Moscow and Washington will share their spies
Article published in Le Figaro, 9 July 2010.
From yesterday, a Russian scientist accused of helping the CIA, was transferred Vienna.
ESPIONAGE Moscow and Washington want to get it over with the scandal that rocks the bilateral relations over the past two weeks. The Russians have agreed to release four prisoners convicted of spying for Western powers, stated in late afternoon the U.S. Department of Justice. In return, Americans should move to Russia ten people arrested by the FBI on June 28 last the United States and accused of collaborating with the Russian Foreign Intelligence Service (SVR). The eleventh, Christopher Metsos, took off after being freed on bail Cyprus.
A first exchange took place as early as yesterday. The scientist Igor Sutyagin, arrested in 1999 for spying for the British and Americans, called his father yesterday afternoon to confirm his arrival in Austria. From there he was due to fly to London, escorted by a British official, he will be released. Overnight, the alleged spy Anna Chapman, pretty redhead, 28, should be, in turn, escorted incognito from New York to Moscow.
The family of Igor Sutyagin which revealed ongoing negotiations. A spokesman for the U.S. State Department limited himself to recognize that the fate of the spies had been discussed between representatives of both countries. Just as the Russian authorities. The relatives and lawyer Igor Sutyagin indicated that the researcher had been transferred earlier this week from prison in the north to Moscow. The Russian authorities have offered him to sign a document which confirms his guilt, in exchange for which he was pardoned and deported. The event took place in the presence of American diplomats, according to the family, who met the researcher on Tuesday.
Igor Sutyagin, who has always denied being a spy, said his relatives that he had seen an initial list of ten other people who could be exchanged with him. He cited only a few names, including those of Sergei Skripal, a former Russian military intelligence colonel, and Aleksander Zaporojski, former agent of foreign intelligence service. According Sutyagin, the idea of this exchange came from the U.S. authorities. Since no American is being held for espionage in Russia, the prisoners made by Moscow should all be Russian citizens. No law in Russia and the United States does not provide for such an exchange, the decision has been taken in the highest spheres power.
a process fraught with pitfalls
The White House and the Kremlin to date show little talkative. Viktor Kremenyuk, deputy director of the Institute of USA and Canada Russian Academy of Sciences, believes that "both countries do not want to harm their rapprochement initiated by Barack Obama. Kremenyuk familiar Igor Sutyagin. Before being arrested for spying in 1999, Sutyagin was a researcher specializing in arms for his institute. "Many of the accusations against him are pure invention," said Kremenyuk.

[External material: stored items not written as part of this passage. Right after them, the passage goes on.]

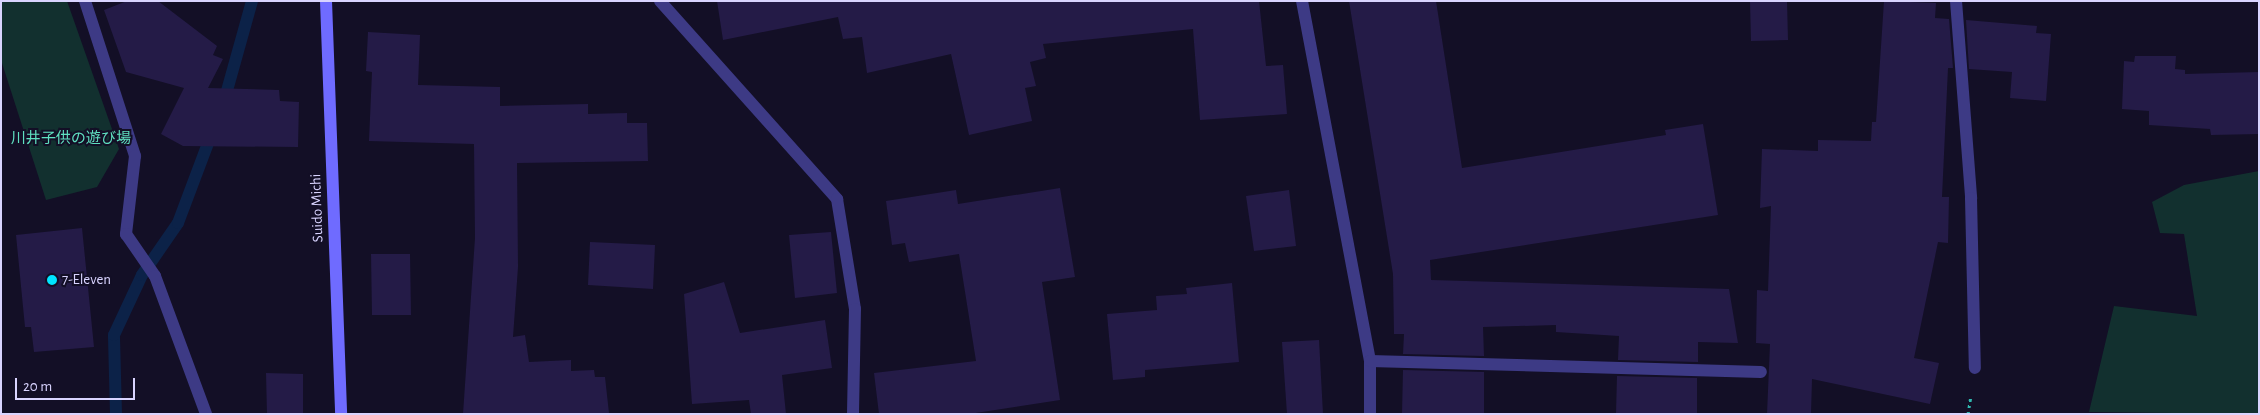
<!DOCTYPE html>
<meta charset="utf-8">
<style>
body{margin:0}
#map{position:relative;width:2260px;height:415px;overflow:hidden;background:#130f26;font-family:"Alegreya Sans","Noto Sans JP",sans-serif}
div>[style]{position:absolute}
.green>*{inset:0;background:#12302f}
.stream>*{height:12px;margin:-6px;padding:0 6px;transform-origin:6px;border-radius:6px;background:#0c2248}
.building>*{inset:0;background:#241b47}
.path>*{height:3px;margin-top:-1.5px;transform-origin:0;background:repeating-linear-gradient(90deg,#2fb8b0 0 2.5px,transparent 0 6.5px)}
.street>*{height:12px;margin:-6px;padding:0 6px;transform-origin:6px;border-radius:6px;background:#3d3a85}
.secondary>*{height:12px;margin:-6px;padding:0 6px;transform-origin:6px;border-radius:6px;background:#6f6bff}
.dots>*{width:14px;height:14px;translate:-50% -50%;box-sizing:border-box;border:2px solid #130f26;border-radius:50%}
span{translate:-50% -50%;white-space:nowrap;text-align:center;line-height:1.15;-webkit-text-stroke:4px #130f26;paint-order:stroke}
.park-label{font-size:15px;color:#5fe0c0}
.street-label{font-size:15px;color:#d9d4ff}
.poi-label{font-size:15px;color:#d9d4ff}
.left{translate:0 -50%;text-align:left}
.frame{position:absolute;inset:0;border:2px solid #d9d4ff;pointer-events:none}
.scale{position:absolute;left:15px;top:378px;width:120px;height:22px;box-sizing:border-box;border:2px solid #d9d4ff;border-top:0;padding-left:6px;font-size:15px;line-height:18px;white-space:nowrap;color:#d9d4ff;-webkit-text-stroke:4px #130f26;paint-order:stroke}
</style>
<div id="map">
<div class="green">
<div style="clip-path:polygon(1px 1px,67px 1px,119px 149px,97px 187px,46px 200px,1px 60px)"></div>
<div style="clip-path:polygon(2259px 171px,2259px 414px,2089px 412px,2114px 306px,2197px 316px,2184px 234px,2160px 233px,2152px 202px,2184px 185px)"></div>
</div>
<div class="stream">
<div style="left:223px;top:105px;width:108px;rotate:-74.4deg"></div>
<div style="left:116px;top:414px;width:79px;rotate:-91.5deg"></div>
<div style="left:114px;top:335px;width:66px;rotate:-65deg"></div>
<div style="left:142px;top:275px;width:63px;rotate:-55.3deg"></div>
<div style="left:178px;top:223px;width:99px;rotate:-69.4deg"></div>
</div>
<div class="building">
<div style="clip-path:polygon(127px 1px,158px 1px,217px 46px,213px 55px,223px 59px,208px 88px,279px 90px,280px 101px,299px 102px,298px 147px,183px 146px,161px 134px,184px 88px,126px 72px,104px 10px)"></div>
<div style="clip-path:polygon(717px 1px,1259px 1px,1266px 66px,1283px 65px,1287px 114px,1200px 120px,1193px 29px,1043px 44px,1046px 58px,1030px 62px,1036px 86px,1025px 88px,1032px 121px,969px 135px,951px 54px,867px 73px,862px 37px,843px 39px,838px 17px,723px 40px)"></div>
<div style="clip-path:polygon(1349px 1px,1436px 1px,1462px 168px,1666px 135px,1665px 130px,1703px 124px,1718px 215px,1430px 260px,1431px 280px,1729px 289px,1738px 343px,1698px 342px,1698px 362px,1618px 360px,1619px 336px,1556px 332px,1556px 325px,1483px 327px,1484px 356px,1403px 354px,1404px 334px,1394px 334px,1393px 274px)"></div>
<div style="clip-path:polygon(1750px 1px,1787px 1px,1788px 40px,1751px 41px)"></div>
<div style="clip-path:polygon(1884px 1px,1936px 3px,1935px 18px,1949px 19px,1953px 68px,1948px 68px,1942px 197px,1949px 197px,1948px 243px,1938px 242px,1914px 358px,1939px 363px,1930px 404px,1812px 379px,1811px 414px,1767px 414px,1770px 344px,1756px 343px,1757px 290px,1768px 291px,1771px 206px,1760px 208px,1762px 149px,1818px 151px,1818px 140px,1871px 141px,1872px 122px,1876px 122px)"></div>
<div style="clip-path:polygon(1966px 20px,2037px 26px,2036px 33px,2051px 34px,2046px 101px,2010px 98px,2012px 72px,1969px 69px)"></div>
<div style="clip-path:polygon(368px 32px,420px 35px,418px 85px,500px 87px,500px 106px,588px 104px,588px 114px,627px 113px,627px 123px,647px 123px,648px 161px,517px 163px,518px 267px,513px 337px,525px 335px,529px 362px,571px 360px,571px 371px,594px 370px,595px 377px,605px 377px,609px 413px,463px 414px,475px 238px,474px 144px,369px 141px,372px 72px,366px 71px)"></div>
<div style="clip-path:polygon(2135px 56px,2176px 56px,2175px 69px,2185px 70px,2185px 74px,2259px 72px,2259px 134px,2211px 135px,2210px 129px,2149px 125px,2149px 111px,2122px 109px,2124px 61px,2134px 62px)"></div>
<div style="clip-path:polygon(1060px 188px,1075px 277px,1042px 282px,1060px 400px,969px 414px,879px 414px,874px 373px,976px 361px,959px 254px,909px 262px,905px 243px,892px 245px,886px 201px,956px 190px,958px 204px)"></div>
<div style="clip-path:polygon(1289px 190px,1296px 246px,1254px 251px,1246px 196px)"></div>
<div style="clip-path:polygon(82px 228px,94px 347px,34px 352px,31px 327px,25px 327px,16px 235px)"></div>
<div style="clip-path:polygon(831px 232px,837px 293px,795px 298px,789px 235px)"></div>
<div style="clip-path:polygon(590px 242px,655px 245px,653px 289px,588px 285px)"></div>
<div style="clip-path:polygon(371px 254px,410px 254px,411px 315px,372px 315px)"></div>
<div style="clip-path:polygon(724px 282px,740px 333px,825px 320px,832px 368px,782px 375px,786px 414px,751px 414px,749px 400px,692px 404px,684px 294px)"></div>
<div style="clip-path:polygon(1232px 283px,1239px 362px,1145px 370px,1145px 377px,1113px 380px,1107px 314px,1157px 310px,1156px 296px,1187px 294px,1186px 288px)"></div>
<div style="clip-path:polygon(1319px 340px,1323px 414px,1287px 414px,1282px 342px)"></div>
<div style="clip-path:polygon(1403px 370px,1484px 372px,1484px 414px,1402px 414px)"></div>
<div style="clip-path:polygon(266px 373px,303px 374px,303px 414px,267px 414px)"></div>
<div style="clip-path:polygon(1617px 376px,1697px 378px,1697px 414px,1616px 414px)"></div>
</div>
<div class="path">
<div style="left:1968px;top:414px;width:18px;rotate:-81deg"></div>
</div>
<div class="street">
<div style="left:85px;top:1px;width:163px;rotate:72.1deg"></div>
<div style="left:135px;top:156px;width:79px;rotate:96.6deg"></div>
<div style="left:126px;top:234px;width:51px;rotate:55.4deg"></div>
<div style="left:155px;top:276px;width:147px;rotate:69.7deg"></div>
<div style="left:660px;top:1px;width:266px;rotate:48.2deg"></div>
<div style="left:837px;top:199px;width:111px;rotate:80.7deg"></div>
<div style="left:855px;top:309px;width:105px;rotate:91.1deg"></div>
<div style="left:1302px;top:1px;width:366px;rotate:79.3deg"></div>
<div style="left:1370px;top:361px;width:53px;rotate:90deg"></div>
<div style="left:1956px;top:1px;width:198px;rotate:85.6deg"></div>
<div style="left:1971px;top:198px;width:170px;rotate:88.7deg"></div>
<div style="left:1370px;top:361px;width:391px;rotate:1.6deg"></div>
</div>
<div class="secondary">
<div style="left:326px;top:1px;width:413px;rotate:87.9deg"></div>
</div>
<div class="dots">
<div style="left:52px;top:280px;background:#00e5ff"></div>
</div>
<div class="park-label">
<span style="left:71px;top:139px">川井子供の遊び場</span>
</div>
<div class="street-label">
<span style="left:317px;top:208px;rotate:-92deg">Suido Michi</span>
</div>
<div class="poi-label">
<span class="left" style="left:62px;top:280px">7-Eleven</span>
</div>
<div class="frame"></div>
<div class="scale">20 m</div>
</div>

In all likelihood, Sutyagin, as alleged spies arrested in the U.S., does not hold any sensitive information and therefore does not represent a threat to Russian national security. Kremenyuk believes that the rapid conclusion of the case "does not mean that Russian-US relations have a bright future ahead of them. The bilateral reconciliation "will always be fraught with difficulties. There are people on both sides, formed during the Cold War, who want to derail the process, "referring to American conservatives.